第300話 こういうのも、領主の仕事

 領内整備も進み、新都も大分人が多くなってきた。旧市街はその分閑散としているのかと思ったら、意外? にも移住希望者が多いという。


「旧市街に?」

「ええ。他の領で土地を持てなかった農民や、家を継げない次男、三男などが流れ込んできているようです」


 ジルベイラが、ちょっと困り顔だ。人がいなければ旧市街を一時閉鎖も出来るのに、そうも出来なくなったから。


 あそこを残すのなら、一度大きく手を入れた方がいいって言われたんだよね。主に道路の下に。ええ、上下水道ですよ。


 今は上水は井戸を、下水は一応あるけど基本垂れ流し状態。おかげで臭いがね……


 何せ旧市街、古いから。造られたのが二百年近く前と言えば、その古さが実感してもらえるだろう。


 で、どうせ人がいなくなるのなら、そのタイミングで旧市街にも手を入れて、新都と同じ上下水道に浄水システムを導入しようかって提案してたんだ。


 それにしても、人が増えるのはまあいいのだが。

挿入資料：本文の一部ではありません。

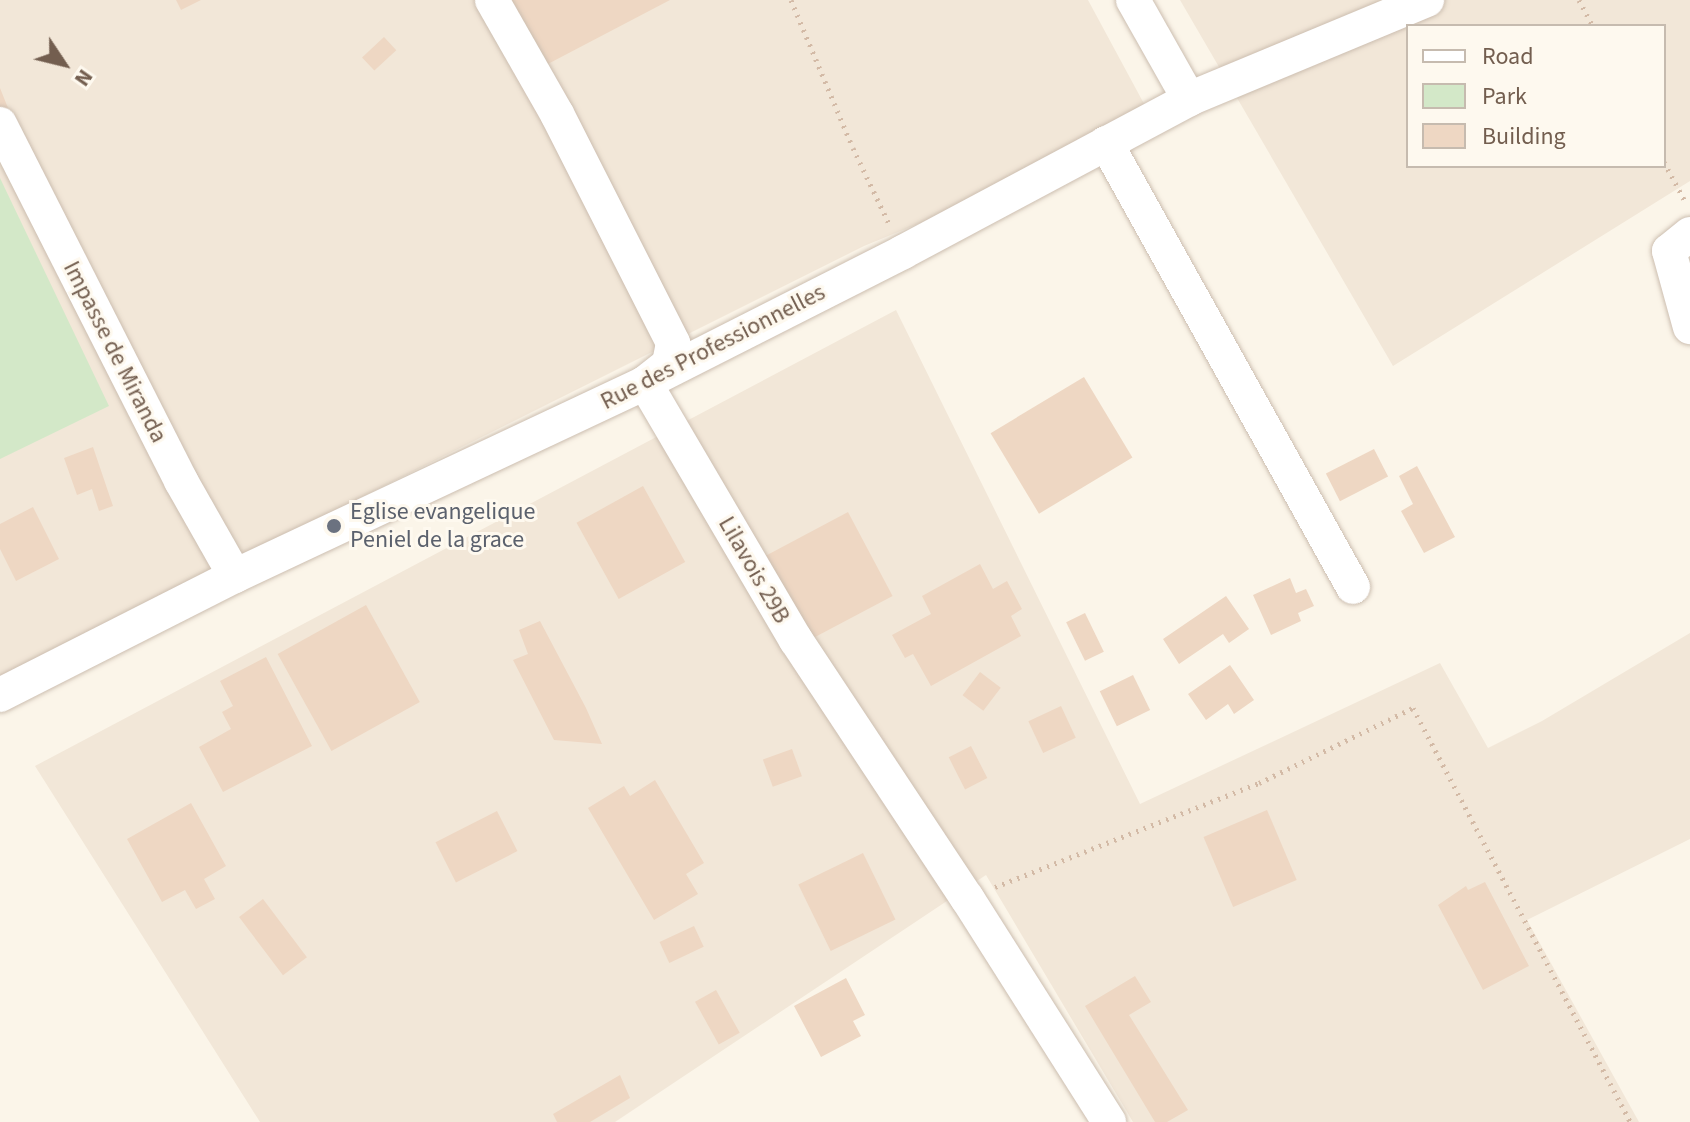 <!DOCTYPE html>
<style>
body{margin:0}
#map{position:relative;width:1690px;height:1122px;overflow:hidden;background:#fbf5e9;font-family:"Source Sans 3",sans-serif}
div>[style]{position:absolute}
.residential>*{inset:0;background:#f2e7d8}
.green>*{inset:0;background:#d3e8c8}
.building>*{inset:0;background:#eed7c3;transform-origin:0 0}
.path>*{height:5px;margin-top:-2.5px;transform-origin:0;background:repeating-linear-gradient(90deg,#d3baa6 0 2px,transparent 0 8px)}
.roads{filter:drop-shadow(0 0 2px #ccbeb0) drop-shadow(0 0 2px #ccbeb0)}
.street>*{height:34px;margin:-17px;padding:0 17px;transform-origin:17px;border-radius:17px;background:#fff}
.dots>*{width:22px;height:22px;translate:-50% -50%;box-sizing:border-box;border:4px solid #fef9ef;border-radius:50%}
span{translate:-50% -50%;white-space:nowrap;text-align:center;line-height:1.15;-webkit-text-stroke:6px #fef9ef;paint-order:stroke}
.street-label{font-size:24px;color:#735e4f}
.worship-label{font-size:24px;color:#5b616d}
.left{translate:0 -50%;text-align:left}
.legend{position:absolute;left:1406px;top:24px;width:260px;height:144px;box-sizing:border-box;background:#fef9ef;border:2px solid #c6bbaf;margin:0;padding:10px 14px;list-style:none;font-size:24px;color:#735e4f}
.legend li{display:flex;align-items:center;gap:16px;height:40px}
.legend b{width:40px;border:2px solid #c6bbaf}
.north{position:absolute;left:24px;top:24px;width:80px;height:80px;-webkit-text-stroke:6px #fef9ef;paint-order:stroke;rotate:125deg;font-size:22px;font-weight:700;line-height:32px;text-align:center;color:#735e4f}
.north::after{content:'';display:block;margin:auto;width:28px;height:36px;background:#735e4f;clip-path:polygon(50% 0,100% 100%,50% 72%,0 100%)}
</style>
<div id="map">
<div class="residential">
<i style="clip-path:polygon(0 0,1088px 0,1156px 126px,864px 246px,0 678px)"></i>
<i style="clip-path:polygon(evenodd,1180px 0,1690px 0,1690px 181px,1393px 366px,1180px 0,1408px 26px,1664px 26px,1664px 166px,1408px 166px,1408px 26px)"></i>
<i style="clip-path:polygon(896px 310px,1140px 804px,1440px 663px,1488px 748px,1542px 721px,1690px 633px,1690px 839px,1527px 920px,1639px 1122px,1133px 1122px,986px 875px,615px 1122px,260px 1122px,35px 766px)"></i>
</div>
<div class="green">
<i style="clip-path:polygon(0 178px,109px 406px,0 459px)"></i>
</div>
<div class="building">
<i style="clip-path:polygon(176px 0,201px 0,181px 10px)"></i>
<i style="clip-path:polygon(508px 0,670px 0,544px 66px)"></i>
<i style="left:384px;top:37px;width:18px;height:30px;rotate:47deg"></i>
<i style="clip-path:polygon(0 88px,8px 108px,0 111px)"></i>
<i style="left:1084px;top:377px;width:94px;height:109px;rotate:59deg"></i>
<i style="clip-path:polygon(93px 447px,113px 506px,99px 511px,92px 489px,77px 495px,64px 458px)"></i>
<i style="left:1374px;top:449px;width:31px;height:54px;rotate:63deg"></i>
<i style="clip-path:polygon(1417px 466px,1455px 537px,1424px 553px,1401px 511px,1413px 504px,1399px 476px)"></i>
<i style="left:643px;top:486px;width:87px;height:76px;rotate:61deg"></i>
<i style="clip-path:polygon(33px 507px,59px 559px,16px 581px,0 549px,0 524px)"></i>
<i style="left:848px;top:512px;width:95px;height:99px;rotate:62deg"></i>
<i style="clip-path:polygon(980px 564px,993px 589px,1007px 581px,1022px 609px,1011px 616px,1021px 636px,931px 686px,913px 654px,905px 658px,892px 635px,931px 614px,922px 596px)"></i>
<i style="clip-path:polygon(1290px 578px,1296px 593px,1306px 589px,1314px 606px,1298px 613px,1301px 621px,1271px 635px,1253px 595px)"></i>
<i style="clip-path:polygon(1226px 596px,1249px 629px,1229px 643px,1223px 634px,1179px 664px,1163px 639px)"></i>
<i style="left:366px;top:605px;width:111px;height:101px;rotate:61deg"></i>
<i style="left:1085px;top:613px;width:43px;height:21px;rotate:64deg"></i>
<i style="clip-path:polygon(540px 621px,586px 708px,602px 744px,554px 740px,513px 660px,528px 654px,519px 630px)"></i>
<i style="clip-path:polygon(266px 657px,312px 746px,223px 792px,199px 747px,231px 729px,222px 712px,233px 706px,220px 681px)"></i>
<i style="clip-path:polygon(1230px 665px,1254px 700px,1234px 714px,1228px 704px,1206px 720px,1188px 694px)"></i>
<i style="left:980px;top:672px;width:26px;height:29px;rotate:37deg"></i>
<i style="left:1133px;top:675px;width:39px;height:37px;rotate:64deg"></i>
<i style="left:1061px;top:706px;width:35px;height:36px;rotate:65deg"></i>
<i style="left:971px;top:746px;width:36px;height:25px;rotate:63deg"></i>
<i style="left:792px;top:749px;width:29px;height:31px;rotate:70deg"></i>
<i style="clip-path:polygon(655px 780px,704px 863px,686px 874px,698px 894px,654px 920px,588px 808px,624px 786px,630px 796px)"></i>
<i style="clip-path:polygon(191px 803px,226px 866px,204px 879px,215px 899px,196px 909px,185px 890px,162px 902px,127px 839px)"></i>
<i style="left:1267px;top:810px;width:76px;height:69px;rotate:67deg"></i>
<i style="left:497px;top:811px;width:45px;height:69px;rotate:63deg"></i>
<i style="left:863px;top:853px;width:74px;height:72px;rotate:64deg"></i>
<i style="clip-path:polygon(1485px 882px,1529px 966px,1483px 990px,1438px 905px,1466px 886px,1468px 890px)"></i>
<i style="left:263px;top:899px;width:73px;height:30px;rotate:53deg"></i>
<i style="left:694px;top:926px;width:23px;height:38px;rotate:65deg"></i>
<i style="clip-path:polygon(1135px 976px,1151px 1002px,1129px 1015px,1188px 1110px,1167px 1122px,1155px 1122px,1085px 1006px)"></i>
<i style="clip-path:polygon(846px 978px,865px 1015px,853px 1021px,861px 1036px,821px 1057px,794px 1006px)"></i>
<i style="left:716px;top:990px;width:49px;height:24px;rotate:61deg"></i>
<i style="clip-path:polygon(620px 1075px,630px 1098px,590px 1122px,557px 1122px,553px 1114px)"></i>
</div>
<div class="path">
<i style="left:791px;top:0;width:160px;rotate:67.3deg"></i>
<i style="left:853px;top:148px;width:86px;rotate:64.6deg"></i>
<i style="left:1579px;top:0;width:30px;rotate:62deg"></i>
<i style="left:1664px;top:162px;width:47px;rotate:61.8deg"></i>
<i style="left:995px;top:887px;width:284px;rotate:-21.5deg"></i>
<i style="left:1259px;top:783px;width:171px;rotate:-26deg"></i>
<i style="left:1413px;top:708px;width:467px;rotate:62.3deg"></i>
</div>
<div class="roads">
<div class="street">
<i style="left:492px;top:0;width:131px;rotate:60.3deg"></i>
<i style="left:557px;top:114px;width:257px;rotate:63.1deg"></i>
<i style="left:673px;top:343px;width:21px;rotate:101deg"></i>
<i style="left:669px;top:364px;width:31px;rotate:142deg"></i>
<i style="left:645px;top:383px;width:298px;rotate:59.6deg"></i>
<i style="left:796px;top:640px;width:310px;rotate:56.5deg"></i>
<i style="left:967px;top:898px;width:265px;rotate:57.6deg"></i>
<i style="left:1133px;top:0;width:114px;rotate:60.5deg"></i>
<i style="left:0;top:124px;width:400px;rotate:63.1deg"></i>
<i style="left:181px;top:481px;width:109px;rotate:60.4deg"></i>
<i style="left:1106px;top:143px;width:508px;rotate:60.91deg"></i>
<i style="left:1690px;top:234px;width:27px;rotate:141deg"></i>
<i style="left:1669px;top:251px;width:79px;rotate:74.6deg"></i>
<i style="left:0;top:695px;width:263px;rotate:-26.9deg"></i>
<i style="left:235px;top:576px;width:453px;rotate:-25.2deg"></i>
<i style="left:645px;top:383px;width:289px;rotate:-26.9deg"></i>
<i style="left:903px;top:252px;width:324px;rotate:-28.1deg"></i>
<i style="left:1189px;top:99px;width:258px;rotate:-22.6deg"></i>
</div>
</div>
<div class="dots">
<i style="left:334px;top:526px;background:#6b7280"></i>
</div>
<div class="street-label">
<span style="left:713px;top:347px;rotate:-27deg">Rue des Professionnelles</span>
<span style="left:115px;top:352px;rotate:63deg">Impasse de Miranda</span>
<span style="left:754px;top:570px;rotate:60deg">Lilavois 29B</span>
</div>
<div class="worship-label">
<span class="left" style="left:350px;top:526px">Eglise evangelique<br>Peniel de la grace</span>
</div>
<ul class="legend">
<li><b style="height:10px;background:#fff"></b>Road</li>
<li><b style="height:22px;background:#d3e8c8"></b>Park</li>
<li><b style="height:22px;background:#eed7c3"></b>Building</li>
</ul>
<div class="north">N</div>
</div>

うちの領民と結婚して、子供を作るとなると魔力の遺伝という問題が出てくるんだよねー。


 とはいえ、移住希望者がいる以上、「入れません」は出来ないし。何せうちは万年人不足。


 でもなー。余所の人間が増えると、治安が悪化しないかが心配。最悪、システム用の工事は分割して進められるから。


「よし、交番制度を導入します!」

「こうばん……制度、ですか?」

「そう、一定区画には必ず一つ作って、地元の問題解決や治安維持を担当してもらうの。そういう意味では、腕っ節の強いのがほしいなあ……」


 うーん……ペイロンから、魔の森での狩りを引退した人達、紹介してもらえないだろうか。


 あそこの森に入ってる連中、結構筋を通す奴らばっかなのよ。ていうか、そういう者しか生き残れないっていうか……


「ジルベイラ、ペイロンに連絡して、引退した魔の森の狩人達、雇い入れられないか聞いてみて」

「彼等を使うんですか? 対人戦は慣れていないのでは?」

「別に相手を殲滅しろって言うんじゃないんだから。捕縛くらいなら、何とかなるでしょ」


 ポルックスにでも、集中講座を開かせて治安維持の方法をたたき込んでもらうのもいい。


『はいはーい! まっかせてー』


 相変わらず軽いな。でも、お任せで行けるのなら、それに越した事はない。


 カストルの方も、逐一報告を受けている。今のところ、元になる植物の選定の最中だってさ。元って……


 ともかく、選定が終わり次第次のステップに移るそうだから、気長に待とう。いや、本当は急ぎたいんだけど。


 交番制度は、旧市街でいい結果が出せたら、新都でも採用したいな。




 その為にも、まずは人材確保。育成も続けて行っているからか、領民の中からも人材は出て来てる。でも、まだまだ足りない。


 人が増えれば、それだけ仕事も増える。雇用というよりは、領主の仕事がな。


「今のところ新都では大きな問題はないみたいね」

「そうですね。新都には、元からいた領民と、レラ様が自ら連れてきた方々が殆どですから」


 領主自らスカウトしたんだもんなー。本来なら、それ専門の人員がいてもおかしくないのにー。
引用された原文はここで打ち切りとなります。